=== Begin Enclosure ===

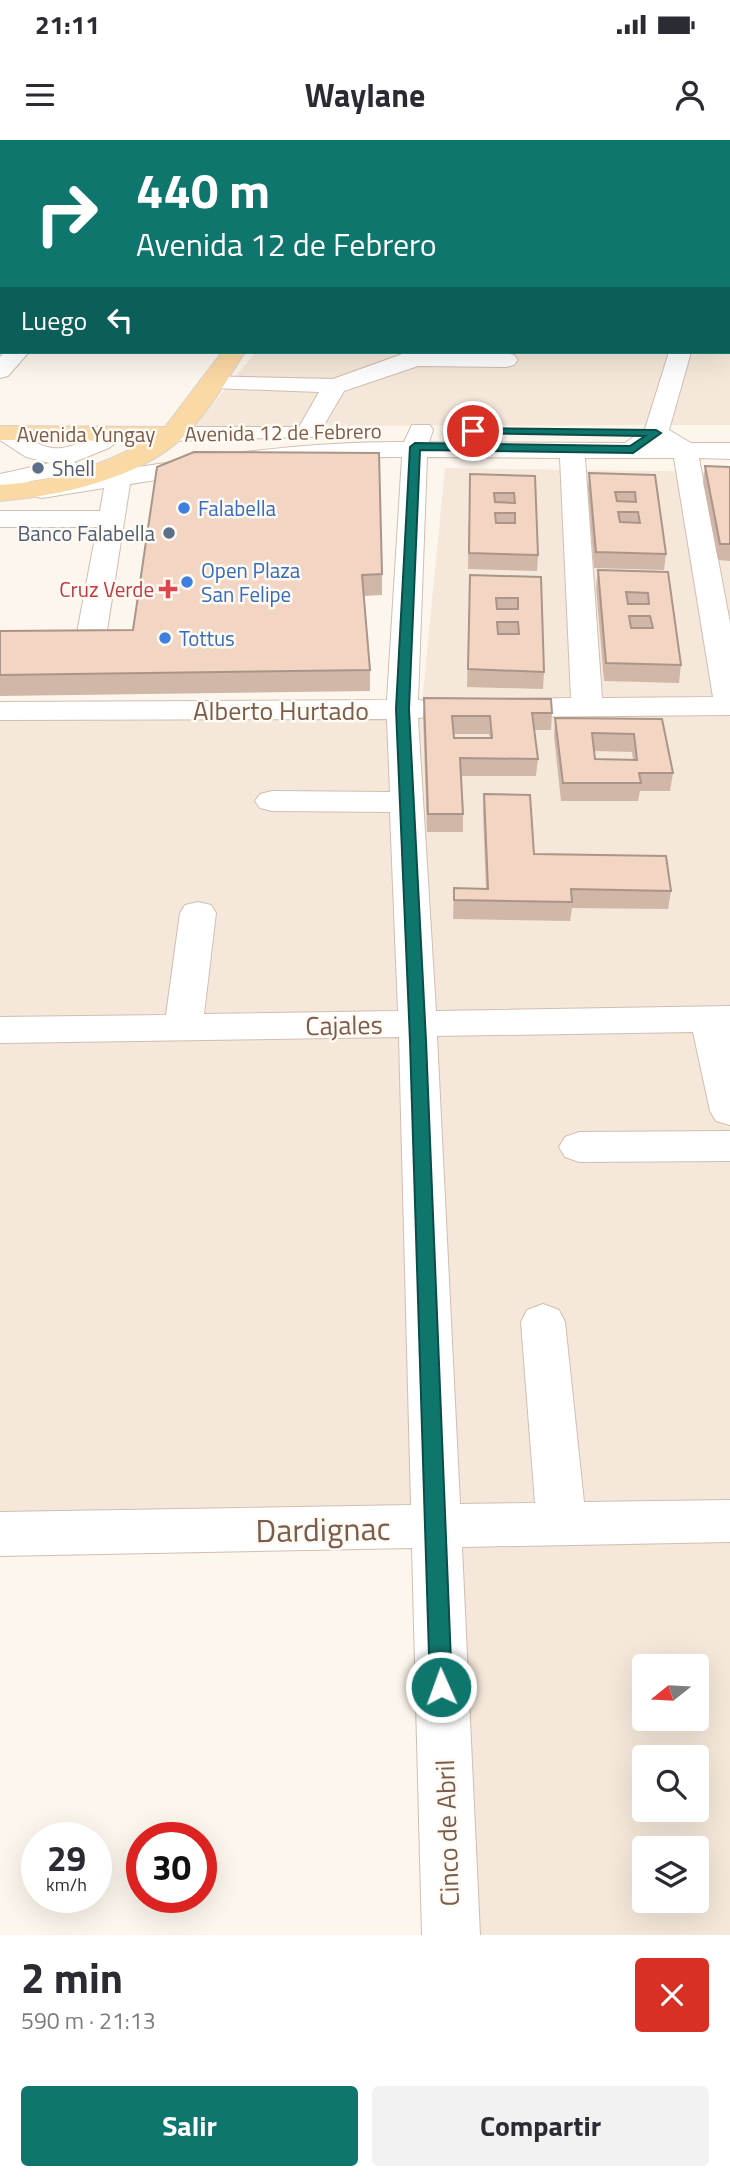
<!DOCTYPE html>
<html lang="es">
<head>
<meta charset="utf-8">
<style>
	:root { --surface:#fff; --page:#f2f2f3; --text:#2b2b33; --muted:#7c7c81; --accent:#0f766e }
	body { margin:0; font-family:"Titillium Web",sans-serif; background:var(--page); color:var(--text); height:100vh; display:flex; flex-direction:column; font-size:26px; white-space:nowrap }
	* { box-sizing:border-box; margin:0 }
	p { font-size:23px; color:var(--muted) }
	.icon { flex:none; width:38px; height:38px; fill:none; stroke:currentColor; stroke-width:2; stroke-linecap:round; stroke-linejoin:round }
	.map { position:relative; height:1795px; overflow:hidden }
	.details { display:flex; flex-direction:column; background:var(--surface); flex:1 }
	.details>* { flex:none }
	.hud { position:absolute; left:0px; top:0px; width:732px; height:214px; box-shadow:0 7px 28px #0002; background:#0f766e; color:#fff; overflow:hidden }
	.needle { width:46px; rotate:252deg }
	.fabs { position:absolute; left:632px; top:1514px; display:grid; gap:14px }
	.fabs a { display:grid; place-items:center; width:77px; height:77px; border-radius:7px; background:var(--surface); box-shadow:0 7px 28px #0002; font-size:35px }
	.speed { position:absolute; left:21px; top:1682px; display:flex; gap:14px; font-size:35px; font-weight:700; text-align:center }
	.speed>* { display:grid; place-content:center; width:91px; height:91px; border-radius:50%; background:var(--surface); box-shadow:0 7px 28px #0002; line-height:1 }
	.speed small { font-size:18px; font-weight:400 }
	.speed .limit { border:10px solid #d22; background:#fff; color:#111 }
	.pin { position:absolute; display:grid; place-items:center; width:60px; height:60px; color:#fff; margin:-30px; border:4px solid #fff; border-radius:50%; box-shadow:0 2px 7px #0007 }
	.me { position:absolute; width:77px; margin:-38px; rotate:358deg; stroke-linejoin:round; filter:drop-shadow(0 0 5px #0008) }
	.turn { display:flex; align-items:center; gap:24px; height:147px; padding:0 21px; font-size:32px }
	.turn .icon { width:91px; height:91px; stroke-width:2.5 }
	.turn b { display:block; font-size:49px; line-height:60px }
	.then { display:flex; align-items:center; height:66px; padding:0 21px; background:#0003; gap:14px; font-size:26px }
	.round { display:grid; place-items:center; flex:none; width:74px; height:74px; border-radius:7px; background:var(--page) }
	.overview { display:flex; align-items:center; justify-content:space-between; height:119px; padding:0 21px }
	h1 { font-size:42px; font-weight:700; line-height:52px }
	.cta { display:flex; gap:14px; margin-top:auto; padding:14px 21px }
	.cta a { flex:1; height:80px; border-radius:7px; background:var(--accent); color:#fff; font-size:28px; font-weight:700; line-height:80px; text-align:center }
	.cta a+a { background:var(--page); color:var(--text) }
	.status { display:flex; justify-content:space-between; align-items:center; height:49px; padding:0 35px; background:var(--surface); direction:ltr }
	.status svg { height:19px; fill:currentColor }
	header { display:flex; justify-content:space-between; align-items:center; height:91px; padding:0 21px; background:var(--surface); font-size:32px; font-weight:700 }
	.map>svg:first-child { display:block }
	.residential { fill:#f5e8da; fill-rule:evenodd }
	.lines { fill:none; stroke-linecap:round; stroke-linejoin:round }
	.minor-casing { stroke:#d1beb0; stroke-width:2 }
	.major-casing { stroke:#dad1cd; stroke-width:2 }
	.minor { fill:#fff; fill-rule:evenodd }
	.major { fill:#fbd9a5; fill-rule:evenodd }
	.wall { fill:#d1b7a8; fill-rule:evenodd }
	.building { fill:#f3d5c3; stroke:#aa9588; stroke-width:2; fill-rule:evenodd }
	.route { fill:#0f766e; stroke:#0a4d48; stroke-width:2 }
	.service-dot { fill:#5c6f8a; stroke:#fffaf3; stroke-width:2.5 }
	.shop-dot { fill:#3f7fe0; stroke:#fffaf3; stroke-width:2.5 }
	.health-dot { fill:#e0444e; stroke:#fffaf3; stroke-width:2.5 }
	.labels { text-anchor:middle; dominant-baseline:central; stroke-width:5; stroke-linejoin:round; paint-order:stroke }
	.far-street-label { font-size:21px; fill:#7a5c4d; stroke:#fffaf3 }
	.far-service-label { font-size:21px; fill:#4e5e75; stroke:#fffaf3; text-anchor:start }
	.far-shop-label { font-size:21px; fill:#366cbe; stroke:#fffaf3; text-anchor:start }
	.far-health-label { font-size:21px; fill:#be3a42; stroke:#fffaf3; text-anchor:end }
	.street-label { font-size:26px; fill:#7a5c4d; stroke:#fffaf3 }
	.near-street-label { font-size:32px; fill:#7a5c4d; stroke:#fffaf3 }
</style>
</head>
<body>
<div class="status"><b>21:11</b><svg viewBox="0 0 49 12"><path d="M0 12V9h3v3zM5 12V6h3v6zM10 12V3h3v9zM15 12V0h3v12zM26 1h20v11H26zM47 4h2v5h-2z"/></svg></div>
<header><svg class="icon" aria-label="menu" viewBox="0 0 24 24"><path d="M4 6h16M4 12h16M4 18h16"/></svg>Waylane<svg class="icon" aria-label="person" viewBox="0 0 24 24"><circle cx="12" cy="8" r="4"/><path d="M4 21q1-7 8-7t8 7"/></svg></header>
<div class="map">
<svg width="730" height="1795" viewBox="0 0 730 1795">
	<rect width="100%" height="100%" fill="#fdf6ec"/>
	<g class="residential">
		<path d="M434,0H730V285L194,286L256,212H730V2Z"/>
		<path d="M445,328L730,332V1795H471L457,1368L0,1385V578L421,573ZM644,1526H696V1578H644ZM644,1617H696V1670H644ZM644,1708H696V1760H644Z"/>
	</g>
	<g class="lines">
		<g class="minor-casing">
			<g id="minor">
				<rect x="106" y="0" width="18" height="2"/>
				<path d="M219,0H237L218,2Z"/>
				<path d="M346,0H364L345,2Z"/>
				<path d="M572,0H611L612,2H573Z"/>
				<path d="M5,212H29L8,236L0,238V217Z"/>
				<path d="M408,212L506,213L514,215L518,220L514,225L506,227L418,226L344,251L317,297H299L171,301L162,299L159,294L162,289L171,287H299L319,252L212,248L204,246L200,241L204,236L333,239Z"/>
				<path d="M669,212H691L669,290L691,303H730V319L699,318L730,483V575L501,577L490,575L485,568L490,561L501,559L571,558L560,318L427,317L418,560L437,562L442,569L437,576L418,578L436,871L730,866V985L716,981L710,971L693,892L437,896L460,1364L535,1363L521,1182L527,1170L543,1164L559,1170L565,1182L584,1362L730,1360V1402L462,1407L480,1795H422L412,1408L0,1416V1372L411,1365L399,897L0,903V877L166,875L180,773L185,765L198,762L211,765L216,773L204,874L398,871L390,672L272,671L260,668L255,661L260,654L272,651L390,652L387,579L0,580V562L387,560L402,317C310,316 221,330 130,344L105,503C90,525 25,517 0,517V499L76,498L97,387H0V371H100L104,348L42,358L33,356L29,350L33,344L42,342C162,324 282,301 404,302L412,285H430L433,290L429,302L625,303L645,289ZM585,318H674L713,557L602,558Z"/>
				<path d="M8,287C23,290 32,303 47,307C73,314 91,292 114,287L123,289L126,294L109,308L74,322L82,328L78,333L31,341L0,351V334L50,323L26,317L0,300V289Z"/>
				<path d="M730,991V1021L579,1022L565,1017L559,1007L565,997L579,992Z"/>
			</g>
		</g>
		<g class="major-casing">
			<g id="major">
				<path d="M390,0H408L389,2Z"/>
				<path d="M222,212H245C226,241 207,275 181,299C140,338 55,357 0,361V345C52,342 101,326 146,301L0,300V286L165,287Z"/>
			</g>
		</g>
		<use href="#minor" class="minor"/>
		<use href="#major" class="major"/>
	</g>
	<g class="wall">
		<path d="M705,326L730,327V421L718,420L703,342Z"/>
		<path d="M157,327L382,434V455L364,456L370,530V551L0,556V491L133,490Z"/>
		<path d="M589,333L655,335L666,414L664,430L594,428L588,349Z"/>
		<path d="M470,334L535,336L538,415L537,431L468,429Z"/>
		<path d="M598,430L668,432L681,525L679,543L604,541L596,447Z"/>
		<path d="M470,435L541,437L544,532L543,549L467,547Z"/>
		<path d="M424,558L552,573L551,590H534L538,619L536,636H461L463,674V692H427L423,576ZM454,594H489L490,598H454Z"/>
		<path d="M555,578L662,579L673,633L670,651H640L638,661H561L554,596ZM594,611L632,612L633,619H595Z"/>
		<path d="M484,654L534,714L671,751L668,769L572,768L570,781L453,779L454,748L486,749L483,672Z"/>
	</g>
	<g class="building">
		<path d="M194,312L379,313L382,434L362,435L370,530L0,535V491L133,490L157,327Z"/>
		<path d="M705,326L730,327V404H720Z"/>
		<path d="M589,333L655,335L666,414L596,412ZM615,352H635L636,362L617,361ZM618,372H638L640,383L620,382Z"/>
		<path d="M470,334L535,336L538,415L469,413ZM494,353H514L515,363L495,362ZM495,373H515V383H496Z"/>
		<path d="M598,430L668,432L681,525L606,523ZM626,452L648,453L649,464H628ZM629,476H650L653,488H631Z"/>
		<path d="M470,435L541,437L544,532L468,529ZM496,458H518V469H497ZM497,482H518L519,494H498Z"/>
		<path d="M424,558L551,559L552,573H532L538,619L460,618L463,674H428ZM452,576H490L492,598H454Z"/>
		<path d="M555,578L662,579L673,633H639L641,643H563ZM592,593L634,594L637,620L595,619Z"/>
		<path d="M484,654L530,655L534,714L666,716L671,751L571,749L572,762L454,760V748L488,749Z"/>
	</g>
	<path class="route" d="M473,288L656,290L661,293L633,313L420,310L409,569L426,901L452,1547L449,1554L441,1557L434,1554L430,1547L410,901L396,569L410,307L415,303L630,306L645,296L470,293V289Z"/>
	<g class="service-dot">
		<circle cx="38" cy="328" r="7"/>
		<circle cx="169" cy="393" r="7"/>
	</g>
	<g class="shop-dot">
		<circle cx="184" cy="368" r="7"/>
		<circle cx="187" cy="442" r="7"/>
		<circle cx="165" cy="498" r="7"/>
	</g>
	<path class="health-dot" d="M164.5 438.5h7v7h7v7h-7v7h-7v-7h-7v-7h7z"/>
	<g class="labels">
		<g class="far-street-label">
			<text transform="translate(283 292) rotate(-1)">Avenida 12 de Febrero</text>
			<text x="86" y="294">Avenida Yungay</text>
		</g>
		<g class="far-service-label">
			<text x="52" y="328">Shell</text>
			<text x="155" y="393" text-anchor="end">Banco Falabella</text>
		</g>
		<g class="far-shop-label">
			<text x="198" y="368">Falabella</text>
			<text x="201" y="430">Open Plaza<tspan x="201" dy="24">San Felipe</tspan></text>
			<text x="179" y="498">Tottus</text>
		</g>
		<g class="far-health-label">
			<text x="154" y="449">Cruz Verde</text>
		</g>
		<g class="street-label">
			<text x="281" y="570">Alberto Hurtado</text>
			<text transform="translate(344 885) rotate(-1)">Cajales</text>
			<text transform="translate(447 1693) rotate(-92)">Cinco de Abril</text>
		</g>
		<g class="near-street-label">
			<text transform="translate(323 1389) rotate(-1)">Dardignac</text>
		</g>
	</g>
</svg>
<div class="fabs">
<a><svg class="needle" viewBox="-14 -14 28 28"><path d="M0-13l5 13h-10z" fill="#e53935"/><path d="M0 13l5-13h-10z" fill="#7c7c81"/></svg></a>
<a><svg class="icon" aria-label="search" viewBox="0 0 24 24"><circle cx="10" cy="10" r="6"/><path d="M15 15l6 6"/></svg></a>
<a><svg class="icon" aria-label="layers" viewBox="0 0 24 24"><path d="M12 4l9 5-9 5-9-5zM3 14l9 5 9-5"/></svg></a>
</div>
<div class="speed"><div>29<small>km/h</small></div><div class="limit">30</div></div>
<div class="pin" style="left:473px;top:291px;background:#d93025"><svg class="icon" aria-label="arrive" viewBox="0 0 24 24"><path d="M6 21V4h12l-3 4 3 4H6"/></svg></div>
<svg class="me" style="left:441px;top:1547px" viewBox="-20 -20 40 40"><circle r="17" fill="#0f766e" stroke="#fff" stroke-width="3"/><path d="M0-11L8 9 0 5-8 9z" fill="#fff"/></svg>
<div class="hud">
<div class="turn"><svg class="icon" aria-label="right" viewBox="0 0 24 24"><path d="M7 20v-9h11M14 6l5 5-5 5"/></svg><div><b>440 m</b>Avenida 12 de Febrero</div></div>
<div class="then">Luego<svg class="icon" aria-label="left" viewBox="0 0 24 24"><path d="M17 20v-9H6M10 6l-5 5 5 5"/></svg></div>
</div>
</div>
<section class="details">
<div class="overview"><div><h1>2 min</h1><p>590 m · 21:13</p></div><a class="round" style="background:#d93025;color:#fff"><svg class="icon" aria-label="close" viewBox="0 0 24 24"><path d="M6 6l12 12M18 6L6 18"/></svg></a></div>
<div class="cta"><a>Salir</a><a>Compartir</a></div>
</section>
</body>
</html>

=== End Enclosure ===

The task = Your answer should be the lines of the material above that include "body".

Response =
	body { margin:0; font-family:"Titillium Web",sans-serif; background:var(--page); color:var(--text); height:100vh; display:flex; flex-direction:column; font-size:26px; white-space:nowrap }
<body>
</body>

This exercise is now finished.